L'engagement de l'Union européenne (UE) pour l'abolition de la peine capitale s'appuie sur des principes et valeurs d'égalité et d'accès universel aux droits de l'homme, principes rappelés par Mme Catherine Ashton, Haute représentante de l'Union européenne pour les affaires étrangères et la politique de sécurité, qui a exprimé son objectif de faire de l'abolition de la peine de mort une priorité personnelle.

Pour reprendre les mots de Mme Ashton, la peine capitale est inhumaine et inutile. L'expérience a montré qu'elle n'a pas d'effet dissuasif. Il n'existe pas de système juridique infaillible et toute erreur judiciaire pourrait entraîner la perte tragique d'une vie innocente.

L'engagement de l'Union européenne pour l'abrogation de la peine capitale est de longue date et reste un objectif commun aux 27 États Membres. Il s'inscrit à la fois dans le domaine politique et dans le soutien d'actions de la société civile.

Depuis 1998, l'Union européenne dispose d'un guide d'Orientations regroupant divers instruments pour l'abolition de la peine de mort, ces outils allant du dialogue diplomatique bilatéral à l'aide sur le terrain d'Organisations Non Gouvernementales (ONG) ou d'actions civiles.

L'UE se félicite de constater une tendance abolitionniste mondiale quant à la pratique de la peine capitale. Au cours de la dernière décennie, en moyenne, plus de trois pays par an ont aboli la peine capitale. Et aujourd'hui plus de deux tiers des pays du monde, soit 140 pays, ont aboli la peine de mort en droit ou en pratique.

Concernant la Mauritanie la dernière exécution a eu lieu en 1987. Comme dans beaucoup de pays musulmans, il y a une abrogation de fait de la peine capitale. Bien qu'elle soit prévue par les textes de lois, voire qu'elle soit parfois requise par les juges, l'Union Européenne apprécie le fait qu'elle n'ait pas été appliquée depuis un quart de siècle.

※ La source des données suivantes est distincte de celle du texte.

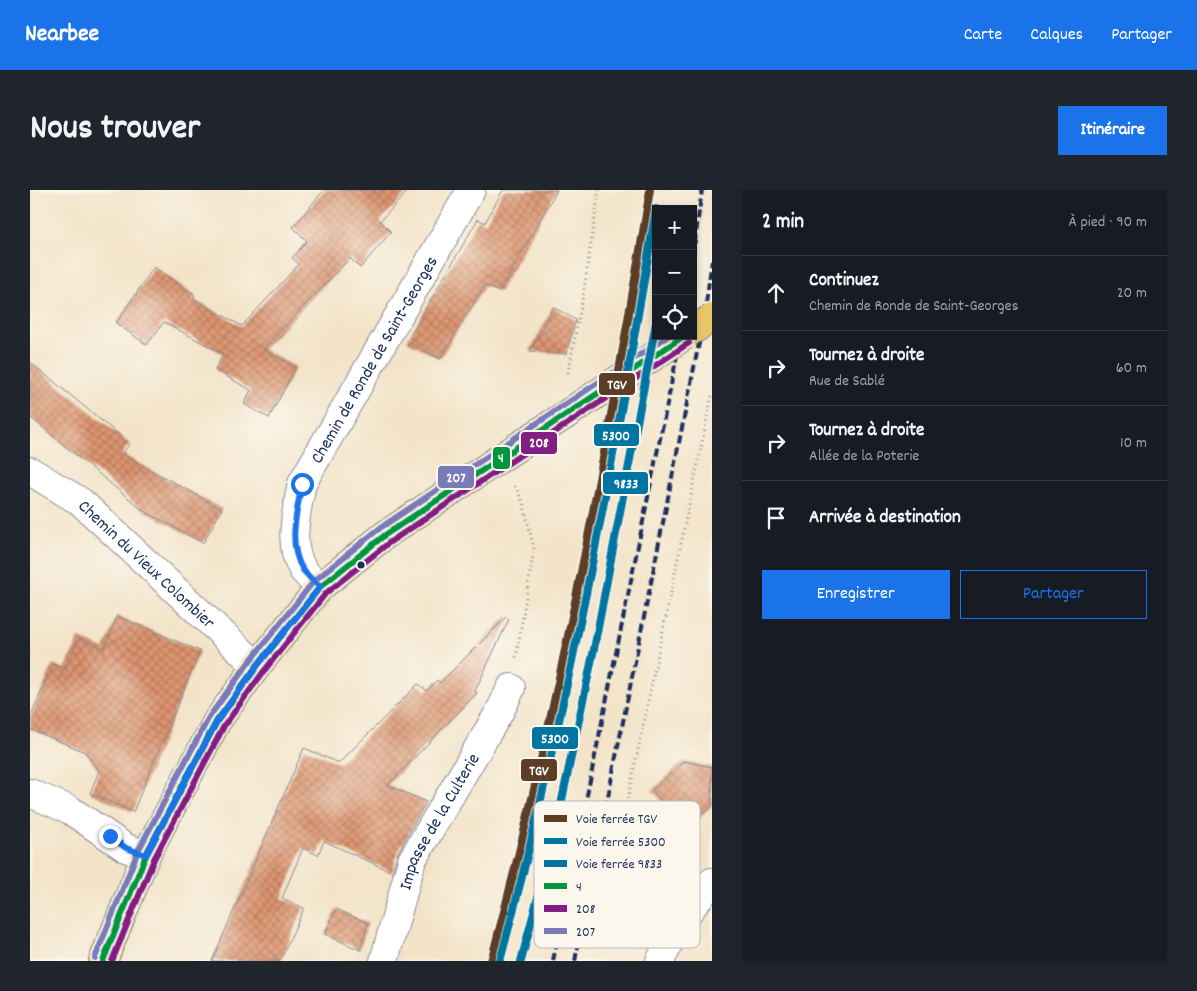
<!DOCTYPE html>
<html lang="fr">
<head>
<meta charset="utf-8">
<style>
	:root { --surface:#171b24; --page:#20242c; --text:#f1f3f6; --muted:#9ea1a6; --line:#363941; --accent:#1a73e8 }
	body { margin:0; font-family:Dekko,sans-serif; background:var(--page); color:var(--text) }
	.controls { position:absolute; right:15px; top:15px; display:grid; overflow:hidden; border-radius:0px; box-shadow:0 2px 8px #0003 }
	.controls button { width:45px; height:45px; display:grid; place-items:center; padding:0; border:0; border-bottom:1px solid var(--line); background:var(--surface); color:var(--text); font:25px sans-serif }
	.stop { position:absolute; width:15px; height:15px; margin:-11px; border:4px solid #1a73e8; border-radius:50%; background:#fff }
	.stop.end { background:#1a73e8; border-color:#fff; box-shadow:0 1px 5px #0008 }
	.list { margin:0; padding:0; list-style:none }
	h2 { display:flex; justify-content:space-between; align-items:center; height:65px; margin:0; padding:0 20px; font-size:21px }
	h2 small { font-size:16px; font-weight:400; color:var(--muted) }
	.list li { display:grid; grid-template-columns:32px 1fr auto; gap:15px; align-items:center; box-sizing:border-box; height:75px; padding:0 20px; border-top:1px solid var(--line) }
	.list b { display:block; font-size:19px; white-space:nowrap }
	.list p { margin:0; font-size:16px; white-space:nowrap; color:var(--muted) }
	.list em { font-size:16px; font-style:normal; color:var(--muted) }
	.actions { display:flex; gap:10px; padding:15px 20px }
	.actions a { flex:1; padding:11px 0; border:1px solid var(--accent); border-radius:0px; text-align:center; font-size:18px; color:var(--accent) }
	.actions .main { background:var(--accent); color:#fff }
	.icon { flex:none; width:28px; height:28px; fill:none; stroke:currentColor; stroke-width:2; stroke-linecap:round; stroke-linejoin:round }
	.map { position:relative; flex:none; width:682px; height:771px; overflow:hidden; border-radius:0px }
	header { display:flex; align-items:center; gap:30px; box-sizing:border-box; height:70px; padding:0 25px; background:var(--accent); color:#fff }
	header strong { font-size:24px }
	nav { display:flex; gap:28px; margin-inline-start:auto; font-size:18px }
	.intro { display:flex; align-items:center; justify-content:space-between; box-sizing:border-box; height:120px; padding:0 30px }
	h1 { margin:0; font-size:35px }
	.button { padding:12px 22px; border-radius:0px; background:var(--accent); color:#fff; font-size:18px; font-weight:700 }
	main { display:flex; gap:30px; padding:0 30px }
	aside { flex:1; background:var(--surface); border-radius:0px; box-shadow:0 2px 8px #0003 }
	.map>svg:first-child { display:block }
</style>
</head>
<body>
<header>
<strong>Nearbee</strong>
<nav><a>Carte</a><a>Calques</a><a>Partager</a></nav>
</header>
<div class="intro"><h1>Nous trouver</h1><a class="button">Itinéraire</a></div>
<main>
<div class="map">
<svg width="682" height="771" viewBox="0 0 682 771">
	<defs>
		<pattern id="building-cross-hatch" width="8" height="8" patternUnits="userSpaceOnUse" patternTransform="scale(1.25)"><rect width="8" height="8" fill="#dd946e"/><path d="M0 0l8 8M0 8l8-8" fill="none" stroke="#b2795e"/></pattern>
	</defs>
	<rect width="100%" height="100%" fill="#fbf7ec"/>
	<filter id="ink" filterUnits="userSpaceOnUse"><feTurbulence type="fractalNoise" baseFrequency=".02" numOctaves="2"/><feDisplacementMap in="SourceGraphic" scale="10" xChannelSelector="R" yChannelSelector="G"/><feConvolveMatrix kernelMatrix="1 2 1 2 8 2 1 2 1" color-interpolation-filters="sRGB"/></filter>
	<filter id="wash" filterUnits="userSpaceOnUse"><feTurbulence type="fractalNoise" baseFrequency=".0096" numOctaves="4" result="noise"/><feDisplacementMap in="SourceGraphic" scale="20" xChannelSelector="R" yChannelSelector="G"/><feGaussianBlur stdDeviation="1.12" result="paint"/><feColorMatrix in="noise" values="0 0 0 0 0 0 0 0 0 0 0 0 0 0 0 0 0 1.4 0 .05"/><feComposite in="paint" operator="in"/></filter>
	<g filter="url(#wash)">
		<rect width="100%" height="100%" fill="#f3e4c9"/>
		<g id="blocks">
			<path fill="url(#building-cross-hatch)" d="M294 0H379L350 31 361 42 330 78 320 68 233 159 266 177 239 228 214 214 221 200 185 180 193 164 134 132 117 155 86 133 124 77 165 105 163 109 212 136 269 74 262 68 277 51 263 37Z
				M473 0H527L469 102 455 95 410 169 377 151 448 29 455 33Z
				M523 117 546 130 536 164 500 161Z
				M0 172 100 254 92 264 192 319 173 353 114 321 0 227Z
				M87 426 170 461 103 622 60 603 69 581 55 562 0 539V528L23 474 35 479 49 448 74 459Z
				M476 427 479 429 445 501 447 503 358 595 396 612 368 662 362 682 294 651 288 665 273 658 252 708 274 718 250 771H182L274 558 309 573 388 494 397 501 407 490 410 493Z
				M654 571 682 577V616L617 674 597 647 634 614 622 600Z
				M306 719 338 733 330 760 295 744Z"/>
		</g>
	</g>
	<g filter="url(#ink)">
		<use href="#blocks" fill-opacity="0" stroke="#878a94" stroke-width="1"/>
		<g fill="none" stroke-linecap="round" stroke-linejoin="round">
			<g stroke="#878a94" stroke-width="30">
				<g id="minor">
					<path id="s1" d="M0 281 51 312 227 476"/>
					<path id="s2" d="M290 397C284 392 278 386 273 380 257 355 267 320 272 293L441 0"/>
					<path d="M0 603 40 620 96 658 116 665"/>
					<path id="s3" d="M354 771 382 670 470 521 481 498"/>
					<path d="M630 771 651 730 682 692"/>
				</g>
			</g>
			<g stroke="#878a94" stroke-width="30">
				<path id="major" d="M73 771 116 665 187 531 227 476 290 397 355 345"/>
			</g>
			<path stroke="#878a94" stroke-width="3" stroke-dasharray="1 4" stroke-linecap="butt" d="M538 183 553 106 569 0
				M485 296 493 312 504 359 486 468
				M626 709 596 686 585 670 682 205"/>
			<use href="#minor" stroke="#fff" stroke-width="28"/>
			<use href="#major" stroke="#eac669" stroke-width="28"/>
			<path stroke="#1b2f5e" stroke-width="4" stroke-dasharray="8 4" stroke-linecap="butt" d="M663 65 672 0
				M523 771 651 146
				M545 771 674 128 682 70"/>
			<g stroke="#878a94" stroke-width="30" stroke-linecap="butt">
				<path id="major-bridge" d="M663 140 682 128
					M355 345 654 146"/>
			</g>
			<use href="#major-bridge" stroke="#eac669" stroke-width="28"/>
			<g stroke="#fbf7ec" stroke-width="10">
				<path id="bus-1" d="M73 771 116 665 187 531 227 476 290 397 355 345 654 146"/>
			</g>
			<g stroke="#fbf7ec" stroke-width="10">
				<path id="bus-2" d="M82 771 124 669 194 536 234 481 296 403 360 352 659 153"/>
			</g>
			<g stroke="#fbf7ec" stroke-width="10">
				<path id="bus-3" d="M65 768 108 661 179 527 220 471 284 391 350 338 638 146"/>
			</g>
			<use href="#bus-1" stroke="#009640" stroke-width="6"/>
			<use href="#bus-2" stroke="#831f82" stroke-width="6"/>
			<use href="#bus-3" stroke="#7a7ab9" stroke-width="6"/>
			<g stroke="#fbf7ec" stroke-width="11">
				<path id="rail-1" d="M461 771C529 518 577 259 620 0"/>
			</g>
			<g stroke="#fbf7ec" stroke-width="11">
				<path id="rail-2" d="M470 771C537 524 584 271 626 19"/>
			</g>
			<g stroke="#fbf7ec" stroke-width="11">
				<path id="rail-3" d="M491 771 525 643 564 459 626 133"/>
			</g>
			<use href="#rail-1" stroke="#5c3e26" stroke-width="8"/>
			<use href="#rail-2" stroke="#0075a1" stroke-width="8"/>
			<use href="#rail-3" stroke="#0075a1" stroke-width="8"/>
		</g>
	</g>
	<g fill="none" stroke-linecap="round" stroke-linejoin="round" filter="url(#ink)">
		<path stroke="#1a73e8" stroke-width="6" d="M80 646 96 658 116 665 187 531 227 476 290 397C284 392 278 386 273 380 257 355 267 320 272 294"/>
	</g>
	<circle fill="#1b2f5e" stroke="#fbf7ec" stroke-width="2" cx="331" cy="375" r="4.5"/>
	<g text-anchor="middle" stroke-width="5" stroke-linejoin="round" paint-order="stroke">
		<g font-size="18" fill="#1b2f5e" stroke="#fbf7ec">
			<text dy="6" stroke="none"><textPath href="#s2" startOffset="256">Chemin de Ronde de Saint-Georges</textPath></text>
			<text dy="6" stroke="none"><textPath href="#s1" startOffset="150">Chemin du Vieux Colombier</textPath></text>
			<text dy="6" stroke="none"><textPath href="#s3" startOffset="151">Impasse de la Culterie</textPath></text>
		</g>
	</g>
	<rect x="504" y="611" width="166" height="147" rx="8" fill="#fbf7ec" stroke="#b8bbc1" stroke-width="1"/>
	<rect x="514" y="625" width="23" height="7" fill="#5c3e26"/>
	<rect x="514" y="648" width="23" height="6" fill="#0075a1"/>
	<rect x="514" y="670" width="23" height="7" fill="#0075a1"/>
	<rect x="514" y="693" width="23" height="6" fill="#009640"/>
	<rect x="514" y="715" width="23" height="7" fill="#831f82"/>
	<rect x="514" y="738" width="23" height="6" fill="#7a7ab9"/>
	<g font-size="14" fill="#1b2f5e">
		<text x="546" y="633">Voie ferrée TGV</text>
		<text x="546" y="656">Voie ferrée 5300</text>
		<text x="546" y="678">Voie ferrée 9833</text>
		<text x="546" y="701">4</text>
		<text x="546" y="723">208</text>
		<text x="546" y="746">207</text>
	</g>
	<g stroke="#fbf7ec" stroke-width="2">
		<rect x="568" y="182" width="38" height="24" rx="5" fill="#5c3e26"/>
		<rect x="563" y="233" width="47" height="24" rx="5" fill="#0075a1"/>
		<rect x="490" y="241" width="38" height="24" rx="5" fill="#831f82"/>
		<rect x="462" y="256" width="19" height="24" rx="5" fill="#009640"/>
		<rect x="407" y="275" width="38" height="24" rx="5" fill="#7a7ab9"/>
		<rect x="572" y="281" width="47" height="24" rx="5" fill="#0075a1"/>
		<rect x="501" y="536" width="48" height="24" rx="5" fill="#0075a1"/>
		<rect x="490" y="568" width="38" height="24" rx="5" fill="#5c3e26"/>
	</g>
	<g font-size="14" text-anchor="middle" font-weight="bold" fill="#fff">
		<text x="587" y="199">TGV</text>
		<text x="586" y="250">5300</text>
		<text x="509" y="257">208</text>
		<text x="471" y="272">4</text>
		<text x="426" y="292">207</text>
		<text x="596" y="298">9833</text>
		<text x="525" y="553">5300</text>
		<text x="509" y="585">TGV</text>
	</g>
</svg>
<div class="controls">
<button>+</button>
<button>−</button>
<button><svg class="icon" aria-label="locate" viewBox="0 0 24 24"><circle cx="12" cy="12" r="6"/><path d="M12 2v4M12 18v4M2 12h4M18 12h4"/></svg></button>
</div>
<div class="stop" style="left:272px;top:294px"></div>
<div class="stop end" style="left:80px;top:646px"></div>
</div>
<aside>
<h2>2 min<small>À pied · 90 m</small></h2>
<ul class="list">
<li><svg class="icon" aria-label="ahead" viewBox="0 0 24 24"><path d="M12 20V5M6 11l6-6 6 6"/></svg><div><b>Continuez</b><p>Chemin de Ronde de Saint-Georges</p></div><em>20 m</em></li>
<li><svg class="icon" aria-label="right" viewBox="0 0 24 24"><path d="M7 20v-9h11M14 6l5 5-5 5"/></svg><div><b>Tournez à droite</b><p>Rue de Sablé</p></div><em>60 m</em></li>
<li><svg class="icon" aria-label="right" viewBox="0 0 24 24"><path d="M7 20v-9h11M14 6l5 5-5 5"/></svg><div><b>Tournez à droite</b><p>Allée de la Poterie</p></div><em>10 m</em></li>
<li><svg class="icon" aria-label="arrive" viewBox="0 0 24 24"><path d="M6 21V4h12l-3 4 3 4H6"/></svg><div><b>Arrivée à destination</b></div></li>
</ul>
<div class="actions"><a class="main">Enregistrer</a><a>Partager</a></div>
</aside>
</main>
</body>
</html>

Ceci s'aligne sur les valeurs d'ouverture, de tolérance et de respect de la vie humaine qui caractérise la société mauritanienne.

Mesdames et Messieurs

En cette journée importante pour le respect des droits de l'Homme dont l'abolition de la peine de mort est une partie intégrante, l'Union européenne appelle tous les pays à apporter leur soutien à la résolution relative à un moratoire mondial sur l'application de la peine de mort qui sera mise au vote lors de la 67e Assemblée générale des Nations unies en décembre 2012.

Ceci contribuera à militer pour un avenir davantage fondé sur le respect de la vie humaine et la promotion des droits de l'homme, reléguant la peine de mort au passé.